---------- Given data

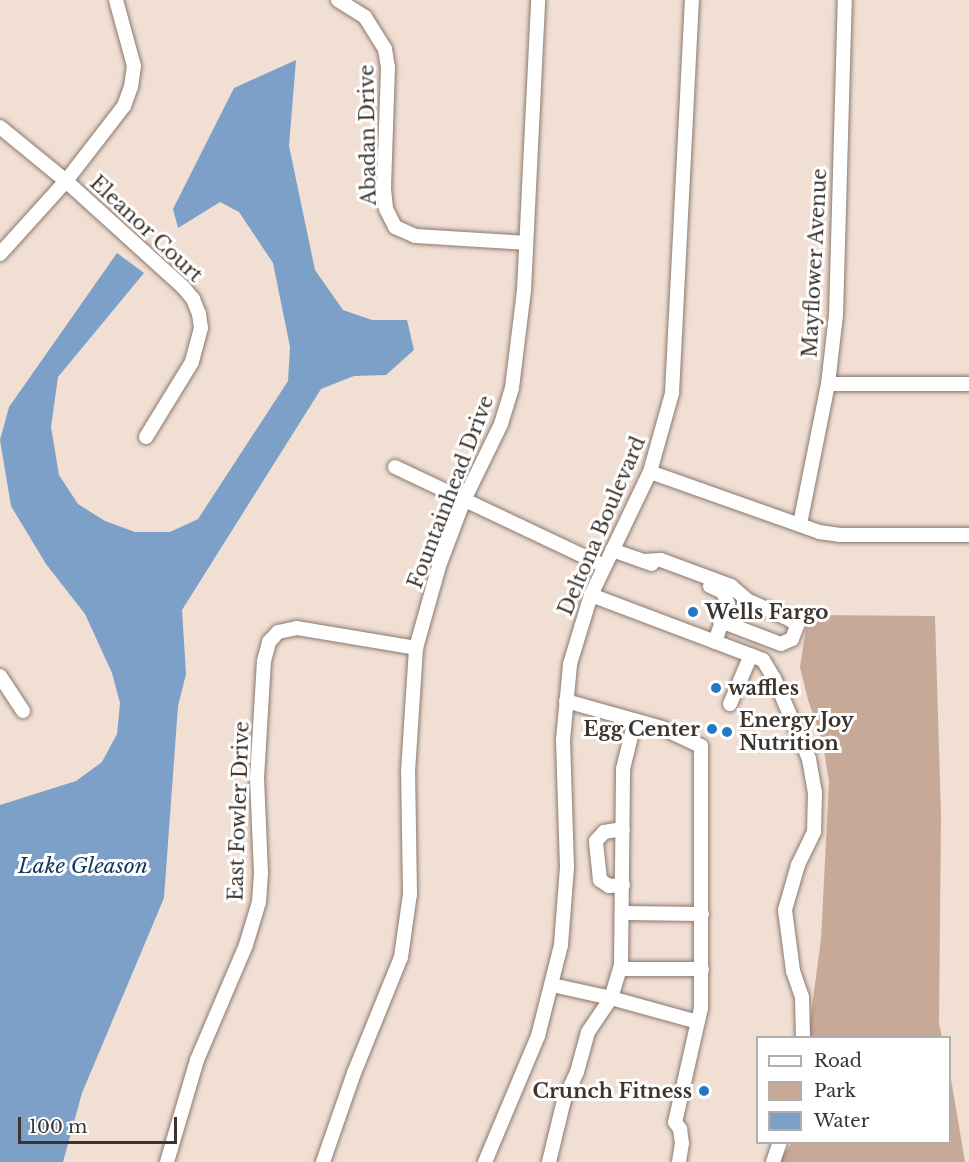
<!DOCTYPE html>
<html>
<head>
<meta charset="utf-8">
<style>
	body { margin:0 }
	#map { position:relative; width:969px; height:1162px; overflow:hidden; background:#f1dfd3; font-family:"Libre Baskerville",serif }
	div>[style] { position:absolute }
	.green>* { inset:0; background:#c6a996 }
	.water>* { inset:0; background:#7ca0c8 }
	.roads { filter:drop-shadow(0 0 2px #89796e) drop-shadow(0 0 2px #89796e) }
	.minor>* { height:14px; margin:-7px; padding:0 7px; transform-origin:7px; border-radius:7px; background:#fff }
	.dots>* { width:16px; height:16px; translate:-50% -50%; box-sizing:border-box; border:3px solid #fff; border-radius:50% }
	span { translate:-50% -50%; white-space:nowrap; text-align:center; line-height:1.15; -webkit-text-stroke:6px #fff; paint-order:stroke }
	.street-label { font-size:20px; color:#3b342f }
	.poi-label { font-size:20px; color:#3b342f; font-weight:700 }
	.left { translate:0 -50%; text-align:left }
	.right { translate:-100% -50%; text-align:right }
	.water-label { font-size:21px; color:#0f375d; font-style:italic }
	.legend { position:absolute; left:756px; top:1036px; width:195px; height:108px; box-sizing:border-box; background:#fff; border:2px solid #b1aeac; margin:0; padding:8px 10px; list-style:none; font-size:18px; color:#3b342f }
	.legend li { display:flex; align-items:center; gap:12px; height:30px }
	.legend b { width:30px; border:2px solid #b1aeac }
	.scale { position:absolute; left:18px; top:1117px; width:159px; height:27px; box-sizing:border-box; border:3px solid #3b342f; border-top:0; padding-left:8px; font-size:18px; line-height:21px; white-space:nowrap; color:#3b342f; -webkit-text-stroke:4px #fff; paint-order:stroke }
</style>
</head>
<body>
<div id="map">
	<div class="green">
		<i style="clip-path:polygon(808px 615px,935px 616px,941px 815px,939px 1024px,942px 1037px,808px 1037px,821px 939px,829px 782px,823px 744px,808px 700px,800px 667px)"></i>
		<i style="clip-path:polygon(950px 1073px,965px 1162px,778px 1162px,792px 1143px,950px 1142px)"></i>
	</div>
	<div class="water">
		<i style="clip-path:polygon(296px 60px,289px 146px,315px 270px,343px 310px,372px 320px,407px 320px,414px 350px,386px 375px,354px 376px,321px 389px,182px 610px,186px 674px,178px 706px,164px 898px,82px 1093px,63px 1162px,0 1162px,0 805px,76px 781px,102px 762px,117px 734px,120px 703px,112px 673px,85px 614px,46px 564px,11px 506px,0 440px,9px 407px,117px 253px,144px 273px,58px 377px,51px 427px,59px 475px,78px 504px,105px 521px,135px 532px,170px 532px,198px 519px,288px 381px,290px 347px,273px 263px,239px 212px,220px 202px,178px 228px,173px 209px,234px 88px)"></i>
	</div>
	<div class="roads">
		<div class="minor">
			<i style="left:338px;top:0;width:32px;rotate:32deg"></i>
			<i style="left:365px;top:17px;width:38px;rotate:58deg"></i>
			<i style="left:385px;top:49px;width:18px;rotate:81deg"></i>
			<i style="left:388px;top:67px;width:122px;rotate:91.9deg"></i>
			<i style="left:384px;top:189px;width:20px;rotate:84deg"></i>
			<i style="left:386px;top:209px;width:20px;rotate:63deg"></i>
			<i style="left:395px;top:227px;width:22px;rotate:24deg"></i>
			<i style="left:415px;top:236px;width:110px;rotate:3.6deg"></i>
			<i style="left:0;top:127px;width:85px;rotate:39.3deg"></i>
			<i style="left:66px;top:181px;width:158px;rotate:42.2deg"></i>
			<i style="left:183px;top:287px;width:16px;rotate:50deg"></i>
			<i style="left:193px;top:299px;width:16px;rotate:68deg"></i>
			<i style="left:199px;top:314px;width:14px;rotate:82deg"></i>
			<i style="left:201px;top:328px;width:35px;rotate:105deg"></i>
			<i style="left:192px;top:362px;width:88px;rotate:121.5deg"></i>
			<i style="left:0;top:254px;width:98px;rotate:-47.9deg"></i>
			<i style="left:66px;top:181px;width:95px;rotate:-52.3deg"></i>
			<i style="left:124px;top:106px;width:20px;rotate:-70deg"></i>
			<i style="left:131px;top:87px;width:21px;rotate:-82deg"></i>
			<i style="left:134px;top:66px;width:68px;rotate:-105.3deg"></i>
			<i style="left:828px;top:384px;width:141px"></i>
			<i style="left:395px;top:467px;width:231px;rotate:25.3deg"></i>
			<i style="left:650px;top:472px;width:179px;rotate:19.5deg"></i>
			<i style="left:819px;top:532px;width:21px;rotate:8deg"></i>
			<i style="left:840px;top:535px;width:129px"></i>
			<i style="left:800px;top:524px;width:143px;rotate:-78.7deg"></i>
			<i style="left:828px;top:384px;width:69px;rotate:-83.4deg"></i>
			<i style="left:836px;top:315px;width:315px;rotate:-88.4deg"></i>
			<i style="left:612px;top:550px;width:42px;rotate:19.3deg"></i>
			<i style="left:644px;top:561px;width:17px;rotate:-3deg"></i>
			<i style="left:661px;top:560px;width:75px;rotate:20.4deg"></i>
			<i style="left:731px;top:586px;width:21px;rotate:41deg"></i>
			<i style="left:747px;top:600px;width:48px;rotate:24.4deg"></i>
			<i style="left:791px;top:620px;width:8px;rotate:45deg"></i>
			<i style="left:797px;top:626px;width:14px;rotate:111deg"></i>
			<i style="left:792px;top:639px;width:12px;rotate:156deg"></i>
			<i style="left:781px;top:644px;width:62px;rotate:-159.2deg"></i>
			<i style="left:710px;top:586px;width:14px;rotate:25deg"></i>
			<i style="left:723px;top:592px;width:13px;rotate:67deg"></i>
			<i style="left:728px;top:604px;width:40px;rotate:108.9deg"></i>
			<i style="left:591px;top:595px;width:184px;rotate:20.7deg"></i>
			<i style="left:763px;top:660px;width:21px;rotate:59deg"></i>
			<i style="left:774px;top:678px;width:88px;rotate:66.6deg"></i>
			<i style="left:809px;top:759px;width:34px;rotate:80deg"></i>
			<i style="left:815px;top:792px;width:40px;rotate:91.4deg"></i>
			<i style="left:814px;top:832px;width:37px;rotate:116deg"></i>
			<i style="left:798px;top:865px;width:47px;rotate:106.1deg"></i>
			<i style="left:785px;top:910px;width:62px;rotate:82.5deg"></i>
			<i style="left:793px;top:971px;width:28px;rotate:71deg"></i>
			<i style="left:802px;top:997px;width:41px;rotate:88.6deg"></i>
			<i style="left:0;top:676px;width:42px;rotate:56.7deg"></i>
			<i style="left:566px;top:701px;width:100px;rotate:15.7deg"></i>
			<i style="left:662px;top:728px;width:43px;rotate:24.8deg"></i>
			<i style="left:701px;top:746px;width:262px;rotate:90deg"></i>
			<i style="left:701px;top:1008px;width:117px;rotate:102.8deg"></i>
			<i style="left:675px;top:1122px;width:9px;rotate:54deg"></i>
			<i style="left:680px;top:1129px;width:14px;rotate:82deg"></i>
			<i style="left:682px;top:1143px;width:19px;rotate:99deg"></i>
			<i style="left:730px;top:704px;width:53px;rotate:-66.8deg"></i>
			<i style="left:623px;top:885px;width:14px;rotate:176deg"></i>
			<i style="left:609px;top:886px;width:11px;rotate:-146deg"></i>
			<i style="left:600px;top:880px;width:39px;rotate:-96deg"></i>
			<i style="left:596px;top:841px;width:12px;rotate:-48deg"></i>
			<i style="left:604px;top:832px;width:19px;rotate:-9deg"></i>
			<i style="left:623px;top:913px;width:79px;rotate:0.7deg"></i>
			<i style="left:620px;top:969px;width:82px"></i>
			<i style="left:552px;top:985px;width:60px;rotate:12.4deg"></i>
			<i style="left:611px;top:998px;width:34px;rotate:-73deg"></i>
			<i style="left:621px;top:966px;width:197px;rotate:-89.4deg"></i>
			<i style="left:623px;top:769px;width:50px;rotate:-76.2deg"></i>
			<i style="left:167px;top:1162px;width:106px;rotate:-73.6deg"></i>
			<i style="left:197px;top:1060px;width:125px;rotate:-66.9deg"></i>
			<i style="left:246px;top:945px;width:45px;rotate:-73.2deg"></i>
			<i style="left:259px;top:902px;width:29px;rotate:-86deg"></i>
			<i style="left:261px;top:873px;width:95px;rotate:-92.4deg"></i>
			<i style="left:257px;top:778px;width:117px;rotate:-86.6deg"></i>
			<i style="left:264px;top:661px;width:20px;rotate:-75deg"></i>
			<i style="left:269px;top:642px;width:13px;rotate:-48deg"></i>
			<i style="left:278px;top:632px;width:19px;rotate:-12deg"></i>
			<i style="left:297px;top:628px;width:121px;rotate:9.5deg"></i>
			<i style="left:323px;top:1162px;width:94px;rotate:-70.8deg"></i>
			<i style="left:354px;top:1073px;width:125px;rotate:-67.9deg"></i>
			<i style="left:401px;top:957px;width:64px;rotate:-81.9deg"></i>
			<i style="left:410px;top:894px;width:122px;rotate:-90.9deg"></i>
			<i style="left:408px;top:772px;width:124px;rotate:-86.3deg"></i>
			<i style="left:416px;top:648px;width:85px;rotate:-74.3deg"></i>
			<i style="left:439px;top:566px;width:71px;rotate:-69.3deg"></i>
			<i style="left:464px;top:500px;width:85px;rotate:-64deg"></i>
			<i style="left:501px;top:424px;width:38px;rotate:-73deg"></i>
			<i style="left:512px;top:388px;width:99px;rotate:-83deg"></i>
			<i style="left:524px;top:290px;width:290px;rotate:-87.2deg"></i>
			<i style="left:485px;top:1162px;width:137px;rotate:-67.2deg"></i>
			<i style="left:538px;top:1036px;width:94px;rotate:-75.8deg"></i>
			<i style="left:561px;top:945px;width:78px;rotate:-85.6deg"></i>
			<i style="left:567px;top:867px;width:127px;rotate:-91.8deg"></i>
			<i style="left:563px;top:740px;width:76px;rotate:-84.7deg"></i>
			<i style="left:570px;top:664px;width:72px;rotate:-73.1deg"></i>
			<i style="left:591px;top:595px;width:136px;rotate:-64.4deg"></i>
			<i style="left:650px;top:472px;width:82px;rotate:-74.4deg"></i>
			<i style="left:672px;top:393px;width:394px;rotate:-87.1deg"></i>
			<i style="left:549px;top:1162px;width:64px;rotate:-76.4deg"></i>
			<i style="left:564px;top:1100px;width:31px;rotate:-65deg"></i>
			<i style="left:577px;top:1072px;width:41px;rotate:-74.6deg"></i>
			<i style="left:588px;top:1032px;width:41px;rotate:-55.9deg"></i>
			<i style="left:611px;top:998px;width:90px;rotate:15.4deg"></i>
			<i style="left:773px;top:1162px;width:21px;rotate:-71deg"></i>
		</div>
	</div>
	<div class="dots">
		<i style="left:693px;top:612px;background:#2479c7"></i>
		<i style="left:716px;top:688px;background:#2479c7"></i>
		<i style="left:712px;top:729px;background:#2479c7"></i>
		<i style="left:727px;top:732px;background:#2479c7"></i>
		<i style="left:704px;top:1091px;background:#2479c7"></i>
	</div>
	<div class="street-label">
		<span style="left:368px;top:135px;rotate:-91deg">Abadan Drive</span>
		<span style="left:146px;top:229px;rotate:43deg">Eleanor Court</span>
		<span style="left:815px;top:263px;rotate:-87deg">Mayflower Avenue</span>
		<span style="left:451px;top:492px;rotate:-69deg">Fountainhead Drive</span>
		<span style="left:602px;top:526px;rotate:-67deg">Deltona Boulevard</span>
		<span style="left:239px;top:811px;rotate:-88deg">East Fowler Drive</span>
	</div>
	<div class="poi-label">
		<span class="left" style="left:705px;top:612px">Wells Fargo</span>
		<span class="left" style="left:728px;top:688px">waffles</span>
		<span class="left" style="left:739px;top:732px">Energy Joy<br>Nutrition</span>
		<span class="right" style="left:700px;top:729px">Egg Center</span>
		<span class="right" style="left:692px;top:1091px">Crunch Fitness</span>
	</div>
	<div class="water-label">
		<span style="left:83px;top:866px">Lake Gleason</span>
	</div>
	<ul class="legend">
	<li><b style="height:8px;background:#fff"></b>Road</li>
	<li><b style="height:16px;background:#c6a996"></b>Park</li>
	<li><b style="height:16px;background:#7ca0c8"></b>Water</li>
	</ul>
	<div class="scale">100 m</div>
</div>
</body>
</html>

--------------------

Could you write out, exactly as they stand, only the lines above that begin at the line with "position:relative; width:969px; height:1162px;" and stop after the line with "translate:-50% -50%; white-space:nowrap;"?

■ **Written response**
	#map { position:relative; width:969px; height:1162px; overflow:hidden; background:#f1dfd3; font-family:"Libre Baskerville",serif }
	div>[style] { position:absolute }
	.green>* { inset:0; background:#c6a996 }
	.water>* { inset:0; background:#7ca0c8 }
	.roads { filter:drop-shadow(0 0 2px #89796e) drop-shadow(0 0 2px #89796e) }
	.minor>* { height:14px; margin:-7px; padding:0 7px; transform-origin:7px; border-radius:7px; background:#fff }
	.dots>* { width:16px; height:16px; translate:-50% -50%; box-sizing:border-box; border:3px solid #fff; border-radius:50% }
	span { translate:-50% -50%; white-space:nowrap; text-align:center; line-height:1.15; -webkit-text-stroke:6px #fff; paint-order:stroke }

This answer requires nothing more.